WHAT YOU WILL DO: Print word for word the first line of the listing below and every line after it, through the line with "position:relative; width:1381px; height:1142px;". Leave out the pictures and the rest.

STORED DATA:
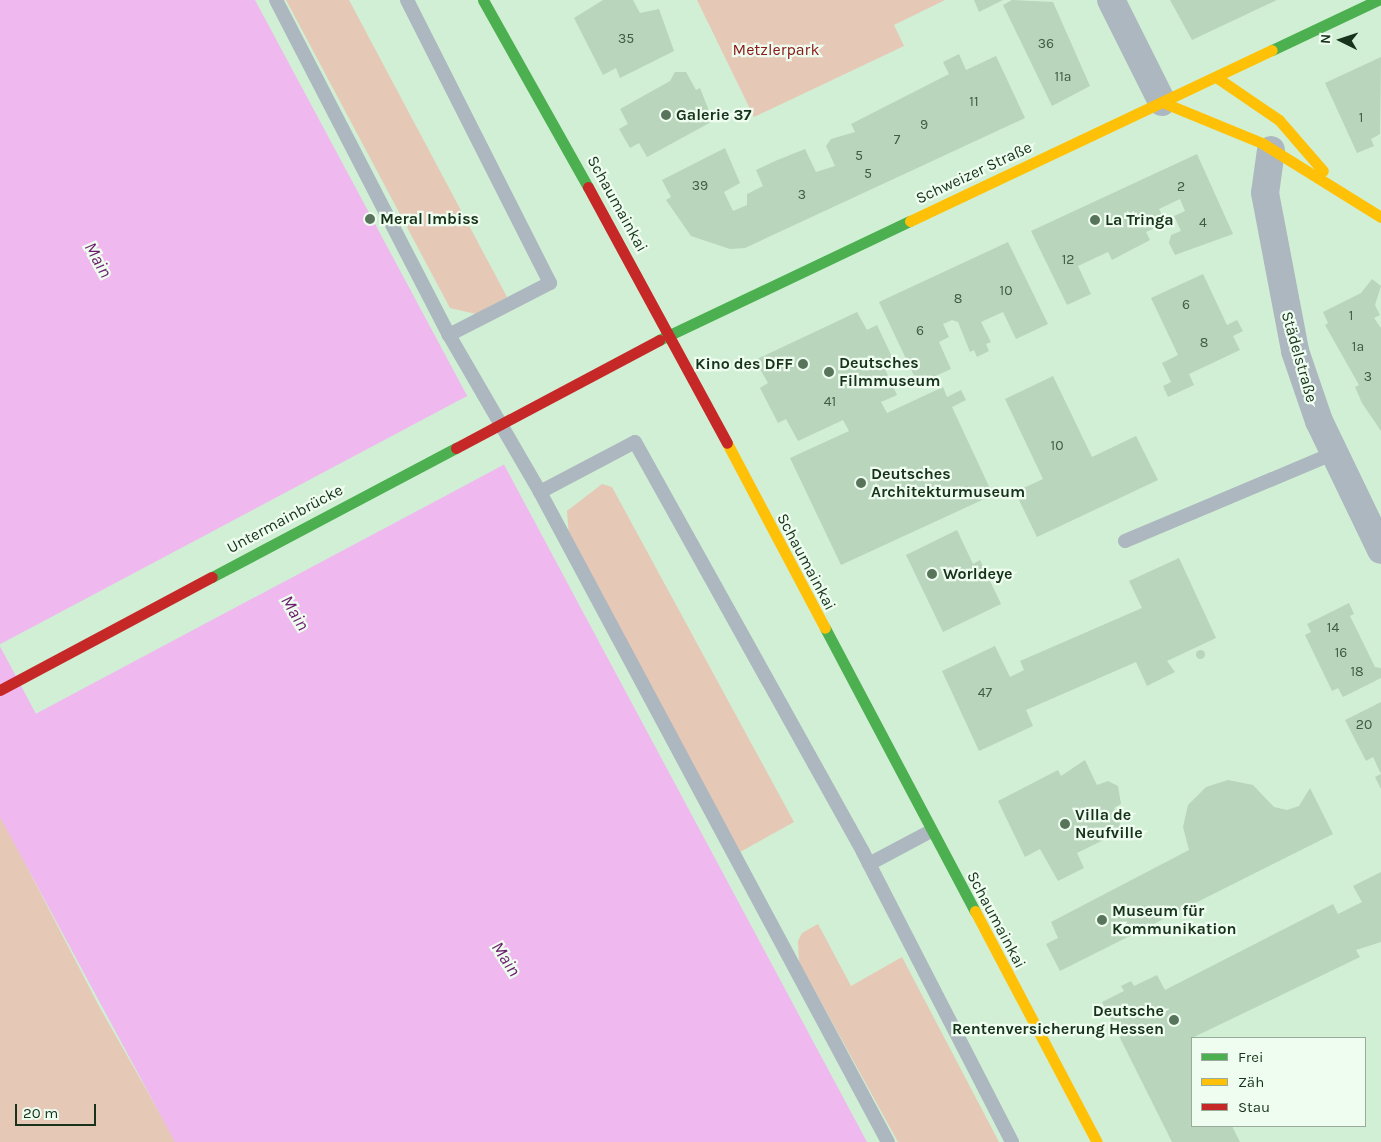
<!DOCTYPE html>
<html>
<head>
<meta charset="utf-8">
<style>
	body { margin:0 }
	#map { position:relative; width:1381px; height:1142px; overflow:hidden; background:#d1efd4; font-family:Karla,sans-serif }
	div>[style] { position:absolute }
	.green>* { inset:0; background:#e6c8b6 }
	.water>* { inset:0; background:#efb8ef }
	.pier>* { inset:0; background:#d1efd4; transform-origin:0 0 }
	.building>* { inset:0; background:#b9d5bc }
	.round { border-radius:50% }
	.lane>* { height:14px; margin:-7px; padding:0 7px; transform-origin:7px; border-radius:7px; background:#acb7c0 }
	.street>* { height:28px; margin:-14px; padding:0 14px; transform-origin:14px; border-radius:14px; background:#acb7c0 }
	.fast>* { height:11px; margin:-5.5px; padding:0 5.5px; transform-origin:5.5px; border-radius:5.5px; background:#4caf50 }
	.slow>* { height:11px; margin:-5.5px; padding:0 5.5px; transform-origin:5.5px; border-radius:5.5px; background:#ffc107 }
	.jam>* { height:11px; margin:-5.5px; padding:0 5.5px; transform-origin:5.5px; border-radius:5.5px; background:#c62828 }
	.dots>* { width:14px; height:14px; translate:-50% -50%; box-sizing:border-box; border:2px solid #effdf0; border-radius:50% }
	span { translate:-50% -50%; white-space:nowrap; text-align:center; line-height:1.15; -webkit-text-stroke:4.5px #effdf0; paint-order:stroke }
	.number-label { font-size:14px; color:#405c43 }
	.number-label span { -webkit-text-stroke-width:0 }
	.park-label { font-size:16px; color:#8a1816 }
	.poi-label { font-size:16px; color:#17331b; font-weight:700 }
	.left { translate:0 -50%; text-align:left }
	.right { translate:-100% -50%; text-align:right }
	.street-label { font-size:16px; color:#17331b }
	.water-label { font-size:18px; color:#6e1e6f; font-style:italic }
	.legend { position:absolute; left:1191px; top:1037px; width:175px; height:90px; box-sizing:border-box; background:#effdf0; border:1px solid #99ac9b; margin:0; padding:6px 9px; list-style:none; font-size:15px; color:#17331b }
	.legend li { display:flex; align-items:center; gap:10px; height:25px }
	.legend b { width:25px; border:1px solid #99ac9b }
	.north { position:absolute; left:1316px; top:15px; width:50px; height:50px; -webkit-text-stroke:4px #effdf0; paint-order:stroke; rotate:274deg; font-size:14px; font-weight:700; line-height:20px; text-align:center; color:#17331b }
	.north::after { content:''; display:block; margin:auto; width:18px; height:22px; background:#17331b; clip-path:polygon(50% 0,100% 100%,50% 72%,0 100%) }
	.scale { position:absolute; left:15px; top:1104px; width:81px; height:22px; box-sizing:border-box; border:2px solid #17331b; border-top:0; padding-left:6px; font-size:15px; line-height:18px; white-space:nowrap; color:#17331b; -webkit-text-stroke:4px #effdf0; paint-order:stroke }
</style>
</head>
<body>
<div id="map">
	<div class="green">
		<div style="clip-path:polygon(286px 0,349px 0,507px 297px,476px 314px,450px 308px)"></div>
		<div style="clip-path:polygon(697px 0,945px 0,894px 25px,904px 46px,754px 117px)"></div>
		<div style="clip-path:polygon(602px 484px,612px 487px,794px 822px,740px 852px,569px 536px,567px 511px)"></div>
		<div style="clip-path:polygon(0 815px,100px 1008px,176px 1142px,0 1142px)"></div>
		<div style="clip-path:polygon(818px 924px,851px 986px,902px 957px,999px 1142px,898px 1142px,799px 962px,798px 941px,802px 933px)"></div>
	</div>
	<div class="water">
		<div style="clip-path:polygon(0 0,255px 0,867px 1142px,175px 1142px,0 817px)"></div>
	</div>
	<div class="pier">
		<div style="left:469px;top:395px;width:78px;height:532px;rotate:62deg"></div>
	</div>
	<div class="building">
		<div style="clip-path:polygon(603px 0,633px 0,640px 13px,659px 9px,674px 51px,620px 78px,616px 68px,603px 75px,574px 18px)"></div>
		<div style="clip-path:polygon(974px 0,1003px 0,979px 12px)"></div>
		<div style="clip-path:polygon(1012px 0,1053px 2px,1090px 86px,1052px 106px,1003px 5px)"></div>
		<div style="clip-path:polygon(1170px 0,1277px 0,1192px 40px)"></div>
		<div style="clip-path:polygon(959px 54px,966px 70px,996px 56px,1025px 118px,745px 248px,730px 249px,691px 236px,666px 200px,671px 197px,662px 180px,725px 148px,740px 183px,724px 192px,733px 211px,747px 205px,747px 194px,763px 186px,756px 170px,775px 161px,805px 149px,816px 172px,835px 166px,826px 146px,831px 139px,855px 132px,851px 124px,949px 74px,943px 62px)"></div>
		<div style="clip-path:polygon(1381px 57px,1380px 134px,1371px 139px,1374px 146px,1357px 153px,1325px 83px)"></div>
		<div style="clip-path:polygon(675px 72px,686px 72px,696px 90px,700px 88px,713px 121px,647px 157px,639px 143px,630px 148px,619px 129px,628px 124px,620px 109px,670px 81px)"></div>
		<div style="clip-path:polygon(1197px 154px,1233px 234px,1175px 255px,1169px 243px,1171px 235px,1181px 231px,1174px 216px,1185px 211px,1180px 199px,1159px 209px,1163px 217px,1150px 223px,1153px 229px,1146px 232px,1150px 240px,1112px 260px,1108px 252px,1078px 266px,1091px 294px,1067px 305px,1031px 231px)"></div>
		<div style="clip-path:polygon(1008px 242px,1048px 324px,1016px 339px,1003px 312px,981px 322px,991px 342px,986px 344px,989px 351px,977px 357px,974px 350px,970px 352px,958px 322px,952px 320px,943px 324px,949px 337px,939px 342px,951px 369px,918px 384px,879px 302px)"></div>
		<div style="clip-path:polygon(1203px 274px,1227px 325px,1237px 320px,1243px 331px,1233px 336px,1240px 350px,1189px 374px,1194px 385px,1168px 397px,1163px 386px,1171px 382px,1162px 363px,1178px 355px,1151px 298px)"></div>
		<div style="clip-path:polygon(1372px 279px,1381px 286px,1375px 305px,1380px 315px,1374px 318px,1381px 328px,1381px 431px,1362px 403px,1355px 387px,1359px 385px,1325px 325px,1328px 323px,1323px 312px,1361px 293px)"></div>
		<div style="clip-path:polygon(857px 312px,867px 330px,877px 325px,894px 361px,884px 367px,897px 395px,881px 402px,887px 413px,943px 387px,947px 397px,961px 390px,966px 400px,952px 407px,993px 495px,841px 565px,790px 458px,849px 431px,843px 420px,798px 441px,786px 419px,778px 423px,760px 388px,768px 383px,755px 360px)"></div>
		<div style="clip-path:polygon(1053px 376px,1092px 457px,1136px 436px,1158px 480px,1037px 537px,1015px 492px,1043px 479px,1005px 399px)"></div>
		<div style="clip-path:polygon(957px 530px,973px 564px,980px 560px,1001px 604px,943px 632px,906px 555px)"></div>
		<div style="clip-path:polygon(1179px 558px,1216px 638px,1167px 661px,1175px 672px,1147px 686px,1136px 662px,1026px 710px,1033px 726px,979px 751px,942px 671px,995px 646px,1010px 677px,1024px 670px,1020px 661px,1142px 608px,1129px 581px)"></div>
		<div style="clip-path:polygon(1349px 603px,1354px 614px,1350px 616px,1375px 667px,1381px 668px,1381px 678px,1343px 697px,1338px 688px,1332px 691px,1305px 635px,1311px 632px,1307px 624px)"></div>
		<div class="round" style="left:1195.5px;top:649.5px;width:9px;height:9px"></div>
		<div style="clip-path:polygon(1381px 702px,1381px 789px,1375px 777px,1381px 774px,1373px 757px,1366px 761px,1345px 720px)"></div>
		<div style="clip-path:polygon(1085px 760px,1097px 785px,1108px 781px,1118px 786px,1121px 804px,1114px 808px,1121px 819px,1118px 833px,1077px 853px,1084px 868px,1058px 881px,1040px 849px,1025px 857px,998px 801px,1058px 770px,1061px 776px)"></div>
		<div style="clip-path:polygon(1228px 780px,1253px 785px,1274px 807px,1287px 810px,1299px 806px,1310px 788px,1333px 834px,1060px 971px,1046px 944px,1058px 938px,1051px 922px,1189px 850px,1183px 827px,1188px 805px,1206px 787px)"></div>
		<div style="clip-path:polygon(1381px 872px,1381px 942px,1356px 950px,1360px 957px,1192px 1038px,1192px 1126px,1232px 1126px,1240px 1142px,1172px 1142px,1102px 1002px,1124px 991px,1121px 986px,1131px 981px,1134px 986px,1157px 975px,1165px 990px,1333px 904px,1338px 914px,1362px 902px,1353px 886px)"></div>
	</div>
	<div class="lane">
		<div style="left:276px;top:0;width:377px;rotate:62.7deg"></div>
		<div style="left:449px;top:335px;width:181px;rotate:59.9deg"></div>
		<div style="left:540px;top:492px;width:737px;rotate:61.84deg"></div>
		<div style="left:407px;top:0;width:317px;rotate:63.2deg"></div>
		<div style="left:550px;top:283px;width:114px;rotate:152.8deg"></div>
		<div style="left:540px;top:492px;width:107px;rotate:-27.8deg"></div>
		<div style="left:635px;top:442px;width:469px;rotate:60.9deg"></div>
		<div style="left:863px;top:852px;width:326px;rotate:62.8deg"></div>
		<div style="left:1125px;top:541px;width:227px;rotate:-22.8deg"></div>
		<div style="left:869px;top:864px;width:70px;rotate:-28deg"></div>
	</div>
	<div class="street">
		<div style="left:1111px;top:0;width:114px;rotate:63.4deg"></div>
		<div style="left:1271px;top:150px;width:43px;rotate:97.9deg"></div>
		<div style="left:1265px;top:193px;width:161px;rotate:79.2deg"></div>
		<div style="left:1295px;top:351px;width:74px;rotate:71.1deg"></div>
		<div style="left:1319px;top:421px;width:143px;rotate:64.3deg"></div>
	</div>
	<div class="fast">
		<div style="left:483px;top:0;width:214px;rotate:60.7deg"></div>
		<div style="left:1272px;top:50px;width:117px;rotate:-25.3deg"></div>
		<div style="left:659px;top:340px;width:278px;rotate:-25.4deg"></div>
		<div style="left:212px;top:577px;width:276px;rotate:-27.9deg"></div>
		<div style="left:825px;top:628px;width:320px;rotate:62.1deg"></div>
	</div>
	<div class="slow">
		<div style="left:1216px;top:77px;width:76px;rotate:34.3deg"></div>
		<div style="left:1279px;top:120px;width:67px;rotate:49.2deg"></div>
		<div style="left:1162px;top:102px;width:108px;rotate:22.3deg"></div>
		<div style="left:1262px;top:143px;width:140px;rotate:31.9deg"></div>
		<div style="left:910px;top:221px;width:400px;rotate:-25.3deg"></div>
		<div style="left:727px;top:443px;width:209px;rotate:62.1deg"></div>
		<div style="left:975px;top:911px;width:261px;rotate:62.2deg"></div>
	</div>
	<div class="jam">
		<div style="left:588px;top:187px;width:291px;rotate:61.5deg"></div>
		<div style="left:456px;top:448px;width:230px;rotate:-28deg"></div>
		<div style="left:0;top:690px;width:240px;rotate:-28.1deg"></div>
	</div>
	<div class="dots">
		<div style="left:666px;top:115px;background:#58755c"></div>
		<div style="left:370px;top:219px;background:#58755c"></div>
		<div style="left:1095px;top:220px;background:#58755c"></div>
		<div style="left:803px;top:364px;background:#58755c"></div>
		<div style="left:829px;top:372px;background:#58755c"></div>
		<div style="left:861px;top:483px;background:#58755c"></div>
		<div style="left:932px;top:574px;background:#58755c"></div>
		<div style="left:1065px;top:824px;background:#58755c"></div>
		<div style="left:1102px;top:920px;background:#58755c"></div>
		<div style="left:1174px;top:1020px;background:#58755c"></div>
	</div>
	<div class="number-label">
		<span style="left:626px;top:39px">35</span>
		<span style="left:1046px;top:44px">36</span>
		<span style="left:1063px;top:77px">11a</span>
		<span style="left:974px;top:102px">11</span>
		<span style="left:1361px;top:118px">1</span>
		<span style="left:924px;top:125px">9</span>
		<span style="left:897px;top:140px">7</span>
		<span style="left:859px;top:156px">5</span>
		<span style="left:868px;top:174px">5</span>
		<span style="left:700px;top:186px">39</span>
		<span style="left:1181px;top:187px">2</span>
		<span style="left:802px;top:195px">3</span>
		<span style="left:1203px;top:223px">4</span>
		<span style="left:1068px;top:260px">12</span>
		<span style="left:1006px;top:291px">10</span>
		<span style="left:958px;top:299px">8</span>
		<span style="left:1186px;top:305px">6</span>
		<span style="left:1351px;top:316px">1</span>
		<span style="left:920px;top:331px">6</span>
		<span style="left:1204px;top:343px">8</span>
		<span style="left:1358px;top:347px">1a</span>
		<span style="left:1368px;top:377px">3</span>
		<span style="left:830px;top:402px">41</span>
		<span style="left:1057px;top:446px">10</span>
		<span style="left:1333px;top:628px">14</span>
		<span style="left:1341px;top:653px">16</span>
		<span style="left:1357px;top:672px">18</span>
		<span style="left:985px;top:693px">47</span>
		<span style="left:1364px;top:725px">20</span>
	</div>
	<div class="park-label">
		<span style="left:776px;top:50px">Metzlerpark</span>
	</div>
	<div class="poi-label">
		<span class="left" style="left:676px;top:115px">Galerie 37</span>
		<span class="left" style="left:380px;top:219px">Meral Imbiss</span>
		<span class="left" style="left:1105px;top:220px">La Tringa</span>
		<span class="left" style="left:839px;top:372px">Deutsches<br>Filmmuseum</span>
		<span class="right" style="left:793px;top:364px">Kino des DFF</span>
		<span class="left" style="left:871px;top:483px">Deutsches<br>Architekturmuseum</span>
		<span class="left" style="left:943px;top:574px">Worldeye</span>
		<span class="left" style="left:1075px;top:824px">Villa de<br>Neufville</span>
		<span class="left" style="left:1112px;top:920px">Museum für<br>Kommunikation</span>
		<span class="right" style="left:1164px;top:1020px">Deutsche<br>Rentenversicherung Hessen</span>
	</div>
	<div class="street-label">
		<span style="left:974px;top:173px;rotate:-25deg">Schweizer Straße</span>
		<span style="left:617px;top:204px;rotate:61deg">Schaumainkai</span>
		<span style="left:1299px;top:357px;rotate:74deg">Städelstraße</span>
		<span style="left:285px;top:519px;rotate:-28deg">Untermainbrücke</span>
		<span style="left:806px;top:562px;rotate:62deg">Schaumainkai</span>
		<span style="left:996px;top:920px;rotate:62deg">Schaumainkai</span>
	</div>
	<div class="water-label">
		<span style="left:98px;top:260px;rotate:61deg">Main</span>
		<span style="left:295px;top:613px;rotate:59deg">Main</span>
		<span style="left:506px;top:959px;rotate:57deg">Main</span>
	</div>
	<ul class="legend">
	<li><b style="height:6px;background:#4caf50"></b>Frei</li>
	<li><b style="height:6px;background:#ffc107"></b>Zäh</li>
	<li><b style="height:6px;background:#c62828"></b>Stau</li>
	</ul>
	<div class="north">N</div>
	<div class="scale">20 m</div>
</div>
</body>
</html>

OUTPUT:
<!DOCTYPE html>
<html>
<head>
<meta charset="utf-8">
<style>
	body { margin:0 }
	#map { position:relative; width:1381px; height:1142px; overflow:hidden; background:#d1efd4; font-family:Karla,sans-serif }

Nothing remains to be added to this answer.